#### Instructions for the task
Copy out all lines bearing the word "serif" from the listing below.

─── Given data ───

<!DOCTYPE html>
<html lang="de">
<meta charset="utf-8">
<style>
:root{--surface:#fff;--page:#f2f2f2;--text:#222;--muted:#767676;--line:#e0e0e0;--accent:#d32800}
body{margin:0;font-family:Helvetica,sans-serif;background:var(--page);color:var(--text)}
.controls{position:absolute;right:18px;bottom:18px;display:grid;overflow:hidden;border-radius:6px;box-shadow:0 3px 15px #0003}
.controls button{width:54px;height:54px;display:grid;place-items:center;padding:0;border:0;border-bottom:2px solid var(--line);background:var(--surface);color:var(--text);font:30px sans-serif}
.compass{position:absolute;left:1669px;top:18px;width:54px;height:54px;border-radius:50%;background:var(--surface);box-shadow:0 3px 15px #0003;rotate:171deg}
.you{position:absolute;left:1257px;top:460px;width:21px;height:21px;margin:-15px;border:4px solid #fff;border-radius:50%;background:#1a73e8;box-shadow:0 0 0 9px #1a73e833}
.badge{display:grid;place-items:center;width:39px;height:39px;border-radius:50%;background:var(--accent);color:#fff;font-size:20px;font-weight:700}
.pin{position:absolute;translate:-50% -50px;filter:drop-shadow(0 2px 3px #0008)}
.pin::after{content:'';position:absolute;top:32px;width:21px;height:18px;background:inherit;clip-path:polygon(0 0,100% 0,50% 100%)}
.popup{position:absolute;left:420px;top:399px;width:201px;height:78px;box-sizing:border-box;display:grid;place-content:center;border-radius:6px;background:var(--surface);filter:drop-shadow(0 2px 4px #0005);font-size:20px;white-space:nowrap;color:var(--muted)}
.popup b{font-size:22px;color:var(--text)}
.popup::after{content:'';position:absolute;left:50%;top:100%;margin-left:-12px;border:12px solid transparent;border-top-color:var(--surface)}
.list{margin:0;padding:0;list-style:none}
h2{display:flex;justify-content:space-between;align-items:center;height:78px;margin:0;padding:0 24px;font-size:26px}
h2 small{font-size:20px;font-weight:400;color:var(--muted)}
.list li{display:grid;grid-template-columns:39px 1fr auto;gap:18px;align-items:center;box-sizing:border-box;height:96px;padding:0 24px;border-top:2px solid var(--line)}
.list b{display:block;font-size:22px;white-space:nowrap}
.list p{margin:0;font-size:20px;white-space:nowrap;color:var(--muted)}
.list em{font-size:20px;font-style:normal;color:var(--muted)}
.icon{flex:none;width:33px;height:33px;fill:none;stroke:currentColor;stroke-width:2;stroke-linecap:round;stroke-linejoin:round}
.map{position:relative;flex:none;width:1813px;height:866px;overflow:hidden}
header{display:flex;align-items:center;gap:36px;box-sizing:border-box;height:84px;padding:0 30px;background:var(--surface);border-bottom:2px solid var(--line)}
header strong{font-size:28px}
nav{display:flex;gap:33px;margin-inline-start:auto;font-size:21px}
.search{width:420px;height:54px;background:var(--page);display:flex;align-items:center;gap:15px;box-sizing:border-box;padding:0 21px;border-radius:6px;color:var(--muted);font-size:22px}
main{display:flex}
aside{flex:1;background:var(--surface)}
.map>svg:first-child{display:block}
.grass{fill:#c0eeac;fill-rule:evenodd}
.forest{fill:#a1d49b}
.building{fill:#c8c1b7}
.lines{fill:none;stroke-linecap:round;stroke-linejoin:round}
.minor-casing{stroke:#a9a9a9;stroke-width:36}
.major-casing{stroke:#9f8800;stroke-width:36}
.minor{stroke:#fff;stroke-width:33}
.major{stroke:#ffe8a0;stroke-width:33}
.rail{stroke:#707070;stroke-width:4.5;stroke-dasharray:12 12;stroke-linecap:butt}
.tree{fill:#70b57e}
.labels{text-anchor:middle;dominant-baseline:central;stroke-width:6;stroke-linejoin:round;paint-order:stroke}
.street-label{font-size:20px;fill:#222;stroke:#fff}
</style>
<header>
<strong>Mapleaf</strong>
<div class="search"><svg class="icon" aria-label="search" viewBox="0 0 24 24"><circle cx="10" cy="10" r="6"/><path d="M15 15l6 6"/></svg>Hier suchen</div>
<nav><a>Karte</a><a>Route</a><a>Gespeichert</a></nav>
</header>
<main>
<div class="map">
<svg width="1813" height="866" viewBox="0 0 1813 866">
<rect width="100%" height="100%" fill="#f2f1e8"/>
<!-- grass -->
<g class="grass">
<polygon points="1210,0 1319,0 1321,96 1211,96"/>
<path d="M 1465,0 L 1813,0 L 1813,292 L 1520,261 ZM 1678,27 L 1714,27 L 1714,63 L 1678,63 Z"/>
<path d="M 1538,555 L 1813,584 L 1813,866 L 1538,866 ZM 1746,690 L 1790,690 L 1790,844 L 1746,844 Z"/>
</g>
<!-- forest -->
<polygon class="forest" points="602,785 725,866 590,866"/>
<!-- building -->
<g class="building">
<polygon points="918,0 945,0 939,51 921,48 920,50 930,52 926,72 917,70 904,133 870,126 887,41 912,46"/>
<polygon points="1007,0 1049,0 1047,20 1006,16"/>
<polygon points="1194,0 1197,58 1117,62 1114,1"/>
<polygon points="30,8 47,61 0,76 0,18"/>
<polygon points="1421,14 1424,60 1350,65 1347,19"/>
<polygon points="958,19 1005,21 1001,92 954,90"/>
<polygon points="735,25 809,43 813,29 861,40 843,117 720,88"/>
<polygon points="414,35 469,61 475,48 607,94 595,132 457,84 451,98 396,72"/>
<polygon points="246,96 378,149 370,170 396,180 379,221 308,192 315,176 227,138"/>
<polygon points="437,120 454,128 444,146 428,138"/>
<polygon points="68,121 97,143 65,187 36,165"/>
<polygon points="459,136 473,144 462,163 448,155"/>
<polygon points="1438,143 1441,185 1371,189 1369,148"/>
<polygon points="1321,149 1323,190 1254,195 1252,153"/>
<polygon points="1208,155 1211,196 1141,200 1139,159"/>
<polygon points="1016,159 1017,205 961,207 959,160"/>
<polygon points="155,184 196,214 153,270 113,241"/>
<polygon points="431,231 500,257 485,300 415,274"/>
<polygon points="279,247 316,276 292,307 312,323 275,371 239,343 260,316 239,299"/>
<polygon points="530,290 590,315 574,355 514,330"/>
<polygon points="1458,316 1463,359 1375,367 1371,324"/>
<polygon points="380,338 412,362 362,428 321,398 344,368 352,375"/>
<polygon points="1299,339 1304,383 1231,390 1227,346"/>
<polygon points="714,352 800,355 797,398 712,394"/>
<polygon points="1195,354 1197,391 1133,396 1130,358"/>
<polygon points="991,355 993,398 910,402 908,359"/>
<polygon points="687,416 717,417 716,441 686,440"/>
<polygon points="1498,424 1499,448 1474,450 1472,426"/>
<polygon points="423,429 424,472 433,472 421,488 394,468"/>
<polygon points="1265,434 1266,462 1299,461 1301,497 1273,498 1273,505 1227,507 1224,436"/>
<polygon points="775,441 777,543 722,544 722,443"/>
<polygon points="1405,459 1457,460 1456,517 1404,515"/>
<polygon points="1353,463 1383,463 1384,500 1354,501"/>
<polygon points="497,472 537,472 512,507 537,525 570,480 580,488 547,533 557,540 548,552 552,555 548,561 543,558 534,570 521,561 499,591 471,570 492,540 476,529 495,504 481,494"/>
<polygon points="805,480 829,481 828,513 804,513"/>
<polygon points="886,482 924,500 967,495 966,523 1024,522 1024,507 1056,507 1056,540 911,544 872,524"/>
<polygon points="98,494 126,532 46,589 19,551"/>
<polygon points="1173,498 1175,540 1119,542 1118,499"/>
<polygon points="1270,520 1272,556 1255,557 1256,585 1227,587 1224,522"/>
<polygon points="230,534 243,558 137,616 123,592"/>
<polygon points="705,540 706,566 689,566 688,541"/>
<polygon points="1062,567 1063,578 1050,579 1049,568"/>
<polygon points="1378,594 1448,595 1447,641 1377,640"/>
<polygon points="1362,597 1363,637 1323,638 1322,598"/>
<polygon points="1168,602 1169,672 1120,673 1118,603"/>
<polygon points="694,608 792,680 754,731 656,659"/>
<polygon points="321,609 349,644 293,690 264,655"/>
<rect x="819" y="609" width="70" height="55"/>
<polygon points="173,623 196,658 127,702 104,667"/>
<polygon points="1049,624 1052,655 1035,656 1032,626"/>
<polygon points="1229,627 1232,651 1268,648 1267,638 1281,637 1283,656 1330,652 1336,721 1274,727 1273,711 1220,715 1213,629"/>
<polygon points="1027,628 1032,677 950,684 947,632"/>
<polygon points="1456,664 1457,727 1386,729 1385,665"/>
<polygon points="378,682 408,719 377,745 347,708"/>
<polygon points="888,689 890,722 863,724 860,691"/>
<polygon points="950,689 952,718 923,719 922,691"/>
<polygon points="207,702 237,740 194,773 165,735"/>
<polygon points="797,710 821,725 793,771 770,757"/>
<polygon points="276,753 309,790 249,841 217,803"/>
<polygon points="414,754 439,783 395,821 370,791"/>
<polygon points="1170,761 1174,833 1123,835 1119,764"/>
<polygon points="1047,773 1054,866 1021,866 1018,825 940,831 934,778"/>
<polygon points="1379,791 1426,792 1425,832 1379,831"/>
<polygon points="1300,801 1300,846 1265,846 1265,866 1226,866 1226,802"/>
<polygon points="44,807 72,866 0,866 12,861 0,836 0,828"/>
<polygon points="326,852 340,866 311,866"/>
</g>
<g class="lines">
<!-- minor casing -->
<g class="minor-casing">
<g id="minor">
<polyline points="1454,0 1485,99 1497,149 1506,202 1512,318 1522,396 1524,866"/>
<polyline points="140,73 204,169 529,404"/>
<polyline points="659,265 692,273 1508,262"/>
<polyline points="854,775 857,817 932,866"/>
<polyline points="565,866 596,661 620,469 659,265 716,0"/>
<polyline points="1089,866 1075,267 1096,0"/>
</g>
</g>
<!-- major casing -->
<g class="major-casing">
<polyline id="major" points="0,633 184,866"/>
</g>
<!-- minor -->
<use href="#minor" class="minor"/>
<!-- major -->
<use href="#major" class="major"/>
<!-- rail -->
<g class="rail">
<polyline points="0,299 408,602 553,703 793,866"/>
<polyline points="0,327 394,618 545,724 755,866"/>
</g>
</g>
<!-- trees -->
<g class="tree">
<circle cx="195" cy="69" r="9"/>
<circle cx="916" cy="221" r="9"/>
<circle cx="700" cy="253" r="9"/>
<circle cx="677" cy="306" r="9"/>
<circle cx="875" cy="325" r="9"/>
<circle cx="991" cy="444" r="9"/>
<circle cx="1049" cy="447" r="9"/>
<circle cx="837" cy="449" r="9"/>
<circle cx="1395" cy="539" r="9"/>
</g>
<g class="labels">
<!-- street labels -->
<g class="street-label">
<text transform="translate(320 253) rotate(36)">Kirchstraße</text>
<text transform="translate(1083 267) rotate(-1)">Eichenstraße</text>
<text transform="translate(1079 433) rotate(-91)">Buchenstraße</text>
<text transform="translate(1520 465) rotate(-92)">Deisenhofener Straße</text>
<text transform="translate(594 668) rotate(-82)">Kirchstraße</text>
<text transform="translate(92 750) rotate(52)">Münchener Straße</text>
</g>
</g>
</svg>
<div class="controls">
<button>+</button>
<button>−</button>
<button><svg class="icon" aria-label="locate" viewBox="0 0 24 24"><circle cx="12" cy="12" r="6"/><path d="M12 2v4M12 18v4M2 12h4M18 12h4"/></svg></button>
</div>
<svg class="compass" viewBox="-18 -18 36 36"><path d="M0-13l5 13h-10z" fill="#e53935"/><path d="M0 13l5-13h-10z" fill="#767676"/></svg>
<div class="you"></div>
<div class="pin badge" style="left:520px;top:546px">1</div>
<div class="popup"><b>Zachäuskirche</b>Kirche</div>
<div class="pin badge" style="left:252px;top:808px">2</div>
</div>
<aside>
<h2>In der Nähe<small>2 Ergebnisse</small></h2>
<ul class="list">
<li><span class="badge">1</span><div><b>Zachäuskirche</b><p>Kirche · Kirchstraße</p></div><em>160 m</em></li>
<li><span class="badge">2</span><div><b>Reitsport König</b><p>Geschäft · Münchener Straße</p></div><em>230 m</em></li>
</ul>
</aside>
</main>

───

#### Reply
body{margin:0;font-family:Helvetica,sans-serif;background:var(--page);color:var(--text)}
.controls button{width:54px;height:54px;display:grid;place-items:center;padding:0;border:0;border-bottom:2px solid var(--line);background:var(--surface);color:var(--text);font:30px sans-serif}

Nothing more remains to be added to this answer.